How prioritising prices has hurt businesses, consumers and the planet

Price wars push manufacturers to produce more for less, at the expense of employees and the environment, and often result in products that consumers are ultimately unhappy with, says Mei Xu, author of Burn

When I set out to look for a niche in the home fragrance industry, national big-box retailers like Wal-Mart, Best Buy, and Bed, Bath & Beyond engaged in heated competition for consumers. These stores offered everything from diapers and shampoos, to fashion items, competing for the same middle-class American demographic.

Trying to find a space in this daunting, pre-Amazon-dominated, global retail landscape meant that I had to contend with price. How does Target compete against Walmart when selling the same box of Tide detergent and bottle of Pantene Shampoo? The answer, of course, is price. Over the years, retailers advertised more and more discounts and coupons on core products, even if it meant losing margin on those items. They figured that if they could lure consumers through their doors to buy the detergent or shampoo, these customers often stayed to purchase other staples as well as impulse items like fashion, toys, and even candles.

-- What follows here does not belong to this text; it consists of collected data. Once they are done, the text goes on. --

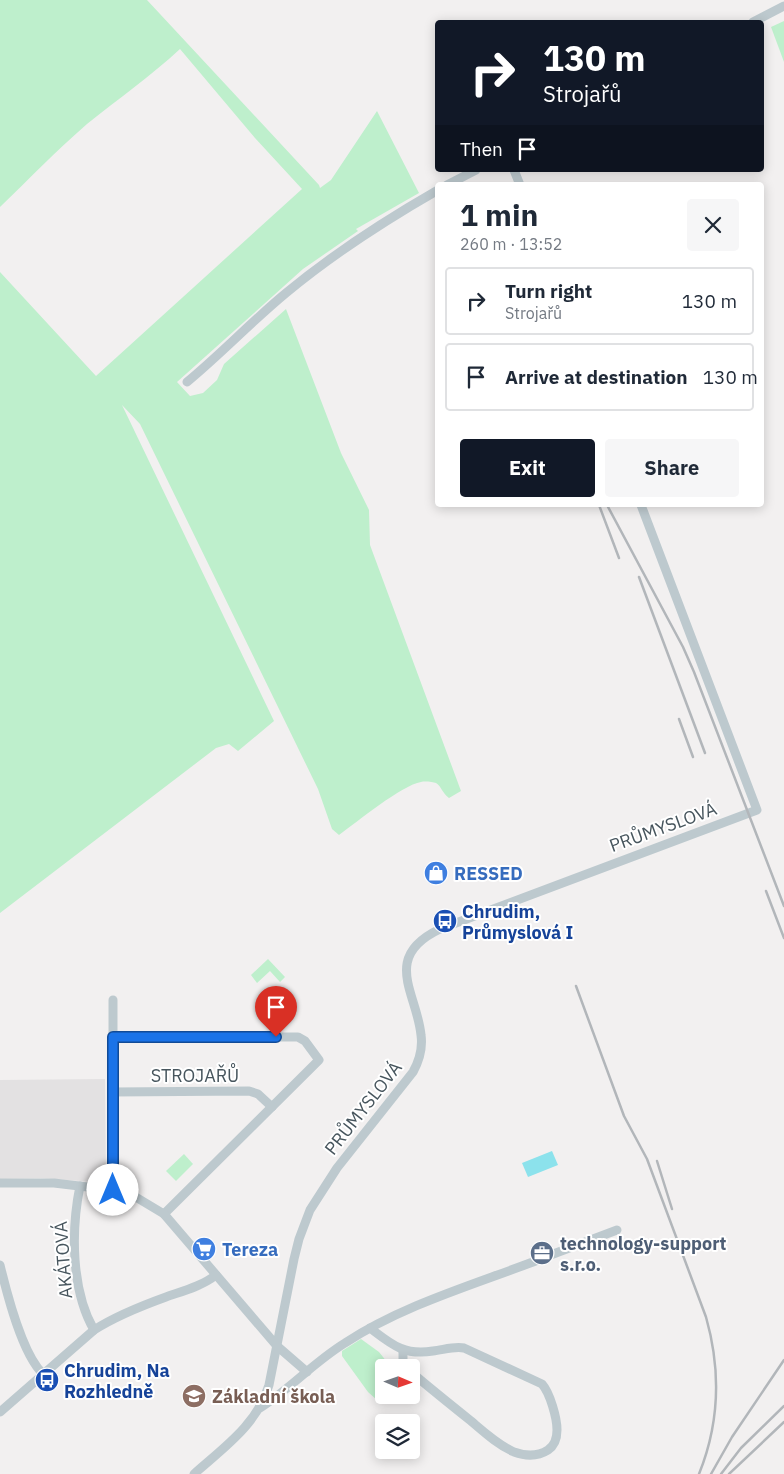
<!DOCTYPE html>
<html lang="en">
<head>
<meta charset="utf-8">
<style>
  :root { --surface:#fff; --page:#f6f6f7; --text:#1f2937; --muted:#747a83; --line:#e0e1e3; --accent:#111827 }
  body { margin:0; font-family:"IBM Plex Sans",sans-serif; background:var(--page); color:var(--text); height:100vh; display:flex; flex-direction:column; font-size:19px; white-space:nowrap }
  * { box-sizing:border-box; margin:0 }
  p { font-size:16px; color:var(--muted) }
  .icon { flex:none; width:28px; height:28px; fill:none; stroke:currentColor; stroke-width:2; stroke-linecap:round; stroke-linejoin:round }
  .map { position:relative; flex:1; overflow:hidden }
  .panel { position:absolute; left:435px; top:182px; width:329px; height:325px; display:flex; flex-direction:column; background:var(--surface); border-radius:5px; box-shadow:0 2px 12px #0003 }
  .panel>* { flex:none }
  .hud { position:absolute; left:435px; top:20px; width:329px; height:152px; border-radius:5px; box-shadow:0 2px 12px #0003; background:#111827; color:#fff; overflow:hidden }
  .needle { width:32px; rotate:92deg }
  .buttons { position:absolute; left:375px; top:1359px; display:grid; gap:10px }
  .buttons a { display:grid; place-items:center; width:45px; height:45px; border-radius:5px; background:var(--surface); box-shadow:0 2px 12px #0003; font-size:25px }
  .pin { position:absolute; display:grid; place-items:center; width:42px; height:42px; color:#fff; margin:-51px -21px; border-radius:50% 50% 50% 0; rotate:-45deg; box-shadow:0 0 5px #0007 }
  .pin .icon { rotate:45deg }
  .me { position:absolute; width:55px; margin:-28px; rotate:0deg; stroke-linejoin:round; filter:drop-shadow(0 0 4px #0008) }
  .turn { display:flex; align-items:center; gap:18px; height:105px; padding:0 25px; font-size:22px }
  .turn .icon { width:65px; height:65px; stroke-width:2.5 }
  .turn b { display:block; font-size:35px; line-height:42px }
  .then { display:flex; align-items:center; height:48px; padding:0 25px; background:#0003; gap:10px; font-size:19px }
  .round { display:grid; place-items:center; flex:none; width:52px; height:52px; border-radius:5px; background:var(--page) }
  .summary { display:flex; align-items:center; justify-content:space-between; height:85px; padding:0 25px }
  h1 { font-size:30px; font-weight:700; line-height:38px }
  .cta { display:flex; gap:10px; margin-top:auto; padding:10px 25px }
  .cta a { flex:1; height:58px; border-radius:5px; background:var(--accent); color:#fff; font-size:20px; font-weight:700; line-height:58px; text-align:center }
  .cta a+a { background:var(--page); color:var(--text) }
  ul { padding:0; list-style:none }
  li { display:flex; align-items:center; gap:15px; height:68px; margin:0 10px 8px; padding:0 15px; border:2px solid var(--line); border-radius:5px }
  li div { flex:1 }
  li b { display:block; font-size:19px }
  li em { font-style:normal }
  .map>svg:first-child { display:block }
  .education { fill:#e3e1e2 }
  .green { fill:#beefcc }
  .water { fill:#8ce2ec }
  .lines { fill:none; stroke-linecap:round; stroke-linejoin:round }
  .minor { stroke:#bdc9ce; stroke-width:9 }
  .rail { stroke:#b2b6ba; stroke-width:2.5 }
  .route-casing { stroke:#114b97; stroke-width:12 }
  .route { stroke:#1a73e8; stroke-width:9 }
  .labels { text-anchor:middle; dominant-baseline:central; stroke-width:4; stroke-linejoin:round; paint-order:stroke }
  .street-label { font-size:18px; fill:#47555d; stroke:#fff }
  .shop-label { font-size:18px; font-weight:bold; fill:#366cbe; stroke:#fff; text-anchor:start }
  .transit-label { font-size:18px; font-weight:bold; fill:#164399; stroke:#fff; text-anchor:start }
  .service-label { font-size:18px; font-weight:bold; fill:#4e5e75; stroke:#fff; text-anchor:start }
  .education-label { font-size:18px; font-weight:bold; fill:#785e54; stroke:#fff; text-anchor:start }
</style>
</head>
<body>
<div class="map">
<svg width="784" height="1474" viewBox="0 0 784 1474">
  <rect width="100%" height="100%" fill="#f2f0f0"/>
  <polygon class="education" points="105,1079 106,1183 41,1178 0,1179 0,1080"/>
  <g class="green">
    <path d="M 0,0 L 147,0 L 319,185 L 320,188 L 331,180 L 377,111 L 419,193 L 356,229 L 358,231 L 303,269 L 177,382 L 190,396 L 203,393 L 217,380 L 224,364 L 286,309 L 341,453 L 369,510 L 370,545 L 461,791 L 449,798 C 442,793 442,787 436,783 C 433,782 425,781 421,782 C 402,785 357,822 339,835 L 332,829 L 318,789 L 140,424 L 122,405 L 274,721 L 238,751 L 229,744 L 216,748 L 0,913 L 0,272 L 96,376 L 302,189 L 255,138 L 180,49 C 151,76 118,99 87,124 C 57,150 29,179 0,207 Z"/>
    <polygon points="784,21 784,62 771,27"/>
    <polygon points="268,959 285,977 280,982 270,971 257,983 251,975"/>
    <polygon points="184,1154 193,1164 176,1181 166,1171"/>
    <polygon points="361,1339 379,1352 391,1367 384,1368 384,1395 388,1395 377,1400 368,1392 342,1356 342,1351"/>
  </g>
  <polygon class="water" points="552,1151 558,1165 528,1177 522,1163"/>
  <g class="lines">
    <g class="minor">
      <polyline points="753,22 784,6"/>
      <polyline points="514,170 520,185"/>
      <polyline points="447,185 476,170"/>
      <path d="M 187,382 C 221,354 252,321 286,293 C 333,254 384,221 438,190"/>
      <polyline points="113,1000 113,1190"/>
      <polyline points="113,1037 298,1037 305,1041 319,1060 164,1214"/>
      <polyline points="113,1092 249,1091 258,1094 272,1107"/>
      <polyline points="0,1183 54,1183 113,1190 134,1196 164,1214 277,1346 307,1372"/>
      <path d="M 80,1186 C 71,1230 71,1290 94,1330"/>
      <polyline points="548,1256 617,1230"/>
      <path d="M 0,1265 C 7,1294 22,1354 43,1374"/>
      <path d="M 370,1328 C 391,1344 404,1356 433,1351 C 443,1350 454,1346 464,1348 L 542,1384 C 550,1393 557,1418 557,1430 C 557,1438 554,1446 548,1450 C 537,1457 525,1456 514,1452 C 498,1445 484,1432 471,1421 C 451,1405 431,1389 411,1372"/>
      <polyline points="403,1350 403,1363 406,1368"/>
      <path d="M 260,1408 C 290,1389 314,1362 345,1343 C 403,1305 473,1285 538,1260"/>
      <path d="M 0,1412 L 94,1330 C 116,1316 141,1306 166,1297 C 183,1291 202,1286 216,1275"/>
      <path d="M 194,1474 C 223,1448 257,1425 269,1385 L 294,1259 L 299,1239 L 310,1210 L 337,1168 L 413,1072 C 419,1061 423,1049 421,1035 C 417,993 381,957 440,929 L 757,810 L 641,505"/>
    </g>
    <g class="rail">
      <polyline points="599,505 619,558"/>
      <polyline points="607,505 683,647 694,672 784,906"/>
      <polyline points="639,577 705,753"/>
      <polyline points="679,719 693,757"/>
      <polyline points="766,891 784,938"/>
      <path d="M 576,986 L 624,1116 L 647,1159 L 706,1317 C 721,1370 720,1422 699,1474"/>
      <polyline points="657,1161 672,1209"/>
      <polyline points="711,1474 732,1437 784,1360"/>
      <polyline points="721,1474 741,1448 784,1406"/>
      <polyline points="729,1474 784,1422"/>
    </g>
  </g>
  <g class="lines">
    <g class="route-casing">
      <polyline id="route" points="113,1190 113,1037 276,1037"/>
    </g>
    <use href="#route" class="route"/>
  </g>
  <defs>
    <g id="shop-disc" transform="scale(1.25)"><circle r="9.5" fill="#3f7fe0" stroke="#fff"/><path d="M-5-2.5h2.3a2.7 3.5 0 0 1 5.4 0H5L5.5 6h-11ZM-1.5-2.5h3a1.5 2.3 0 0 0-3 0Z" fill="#fff"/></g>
    <g id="bus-disc" transform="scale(1.25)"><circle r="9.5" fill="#1a4fb4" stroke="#fff"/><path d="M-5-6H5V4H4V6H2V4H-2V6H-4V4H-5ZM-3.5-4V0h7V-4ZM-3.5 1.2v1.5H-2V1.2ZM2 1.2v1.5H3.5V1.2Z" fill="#fff"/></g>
    <g id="supermarket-disc" transform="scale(1.25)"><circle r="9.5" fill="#3f7fe0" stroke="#fff"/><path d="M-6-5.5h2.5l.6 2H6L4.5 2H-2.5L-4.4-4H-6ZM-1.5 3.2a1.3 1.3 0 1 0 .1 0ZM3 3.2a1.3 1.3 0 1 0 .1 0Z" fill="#fff"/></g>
    <g id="office-disc" transform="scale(1.25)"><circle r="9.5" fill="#5c6f8a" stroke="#fff"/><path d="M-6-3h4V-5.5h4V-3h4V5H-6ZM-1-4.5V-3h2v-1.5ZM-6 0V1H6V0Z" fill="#fff"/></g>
    <g id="school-disc" transform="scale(1.25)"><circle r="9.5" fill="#8d6e63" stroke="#fff"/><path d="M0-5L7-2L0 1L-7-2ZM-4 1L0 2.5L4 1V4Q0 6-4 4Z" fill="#fff"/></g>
  </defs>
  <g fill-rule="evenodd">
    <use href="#shop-disc" x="436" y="873"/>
    <use href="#bus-disc" x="445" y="921"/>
    <use href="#supermarket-disc" x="204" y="1249"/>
    <use href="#office-disc" x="542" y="1253"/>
    <use href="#bus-disc" x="47" y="1380"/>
    <use href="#school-disc" x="194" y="1396"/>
  </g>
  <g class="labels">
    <g class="street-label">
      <text transform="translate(663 827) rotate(-20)">PRŮMYSLOVÁ</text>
      <text x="195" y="1075">STROJAŘŮ</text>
      <text transform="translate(363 1108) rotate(-52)">PRŮMYSLOVÁ</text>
      <text transform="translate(63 1260) rotate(-94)">AKÁTOVÁ</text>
    </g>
    <g class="shop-label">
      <text x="454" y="873">RESSED</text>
      <text x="222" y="1249">Tereza</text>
    </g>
    <g class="transit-label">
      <text x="462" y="911">Chrudim,<tspan x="462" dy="21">Průmyslová I</tspan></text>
      <text x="64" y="1370">Chrudim, Na<tspan x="64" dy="21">Rozhledně</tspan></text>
    </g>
    <g class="service-label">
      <text x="560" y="1243">technology-support<tspan x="560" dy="21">s.r.o.</tspan></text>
    </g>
    <g class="education-label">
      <text x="212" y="1396">Základní škola</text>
    </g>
  </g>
</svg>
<div class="buttons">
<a><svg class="needle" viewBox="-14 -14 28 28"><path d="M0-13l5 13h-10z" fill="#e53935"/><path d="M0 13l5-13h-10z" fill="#747a83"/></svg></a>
<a><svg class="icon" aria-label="layers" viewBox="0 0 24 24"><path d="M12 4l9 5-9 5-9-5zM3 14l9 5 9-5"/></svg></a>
</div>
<div class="pin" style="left:276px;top:1037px;background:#d93025"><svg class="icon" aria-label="arrive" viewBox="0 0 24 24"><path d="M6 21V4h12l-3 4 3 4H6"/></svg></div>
<svg class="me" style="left:113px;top:1190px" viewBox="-20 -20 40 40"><circle r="19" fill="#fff"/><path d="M0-13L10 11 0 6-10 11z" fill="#1a73e8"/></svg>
<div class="hud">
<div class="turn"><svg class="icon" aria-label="right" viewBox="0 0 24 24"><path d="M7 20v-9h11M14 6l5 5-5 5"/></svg><div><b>130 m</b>Strojařů</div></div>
<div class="then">Then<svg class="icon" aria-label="arrive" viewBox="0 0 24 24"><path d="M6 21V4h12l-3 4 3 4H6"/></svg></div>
</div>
<section class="panel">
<div class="summary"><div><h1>1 min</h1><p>260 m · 13:52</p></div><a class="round"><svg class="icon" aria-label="close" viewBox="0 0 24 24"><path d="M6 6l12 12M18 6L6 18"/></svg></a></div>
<ul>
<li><svg class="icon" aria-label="right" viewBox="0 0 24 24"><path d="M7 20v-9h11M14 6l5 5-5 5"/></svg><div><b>Turn right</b><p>Strojařů</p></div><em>130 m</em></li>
<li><svg class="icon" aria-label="arrive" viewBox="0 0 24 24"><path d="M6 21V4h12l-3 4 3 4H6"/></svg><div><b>Arrive at destination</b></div><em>130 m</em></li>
</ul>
<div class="cta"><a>Exit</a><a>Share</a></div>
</section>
</div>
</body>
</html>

Retailers’ race to the bottom

While national brands in the US, like Tide, have more established retail pricing, smaller brands which lack consumer brand recognition often can’t compete. Consumers expect to purchase their ‘go to’ brands at discounted prices, making their everyday purchase an impulse buy.

Retailers’ race to the bottom has meant that manufacturers are forced to ‘value engineer’ their entire sourcing and production processes. When retailers offer a discount of 20% or more, often to stay competitive during seasonal or holiday promotions, global factories must race to find cheaper suppliers to save on packaging materials, accessories, and raw ingredients.

Consider the example of candles, a product that has five essential ingredients: wax, colour, fragrance, wick, and vessel (or ‘holder’). When competing on price, factories could substitute refined petroleum wax for unrefined alternatives; switch quality fragrance oil formulas – the results of long hours of R&D – with cheaper alternatives; and replace pure cotton wicks with blended synthetic wicks that cost half the price.

Unfortunately, consumers cannot detect these manufacturing decisions when shopping. Factories know how to make cheaper products look appealing on the shelf. It is only when consumers burn the candle at home that they can appreciate the differences. As they often discover, candles with low-quality wax emit a gassy, almost petroleum-like odour. Rather than having a predictable flame that evenly consumes wax, non-cotton wicks have trouble trimming themselves, resulting in large, sometimes dangerous flames, or candles self-extinguishing as their wicks become submerged in pools of melted wax. Instead of diffusing beautiful fragrance notes into the home, such candles can send dark soot into the air and damage walls and ceilings.

Over my career, I often saw consumers returning those candles to retailers, demanding reimbursements. This represented a financial and reputational loss for retailers, factories, and supply chains, but there was little recourse if they wanted to remain in business.

Repercussions of a relentless focus

As large retailers competed with one another on price, factory owners squeezed more production out of each shift, creating a stressful and toxic work environment, while securing lower-priced raw materials that degraded the environment. This relentless focus on lower prices has been driving manufacturing into developing countries where abundant labour and a lack of worker and environmental protections enable this global low-price manufacturing and retail system.

We often hear stories about fires in garment factories that claim human lives, or waterways near textile mills becoming so polluted that residents suffer long-term health problems like cancer. When factories produce goods with the cheapest possible materials the result is that workers, communities, and the environment ultimately suffer.

I founded my company, Chesapeake Bay Candle, not to compete on price, but simply to create wellness-oriented and fashionable products that were creative and affordable. After pursuing this for more than 20 years and establishing three factories in Asia and the US, I feel that I have discovered a formula that benefits workers, protects the environment and serves the consumer. It was the best choice for my business and could hold the answer for many more retailers as well.

Mei Xu is a Chinese American entrepreneur and the Founder and CEO of three global companies – BlissLiving Home®, Chesapeake Bay Candle® and Yes She May, the latter of which is an e-commerce platform designed to help women-owned brands survive and thrive.
Xu is also the author of the memoir, Burn (Wiley, 2021).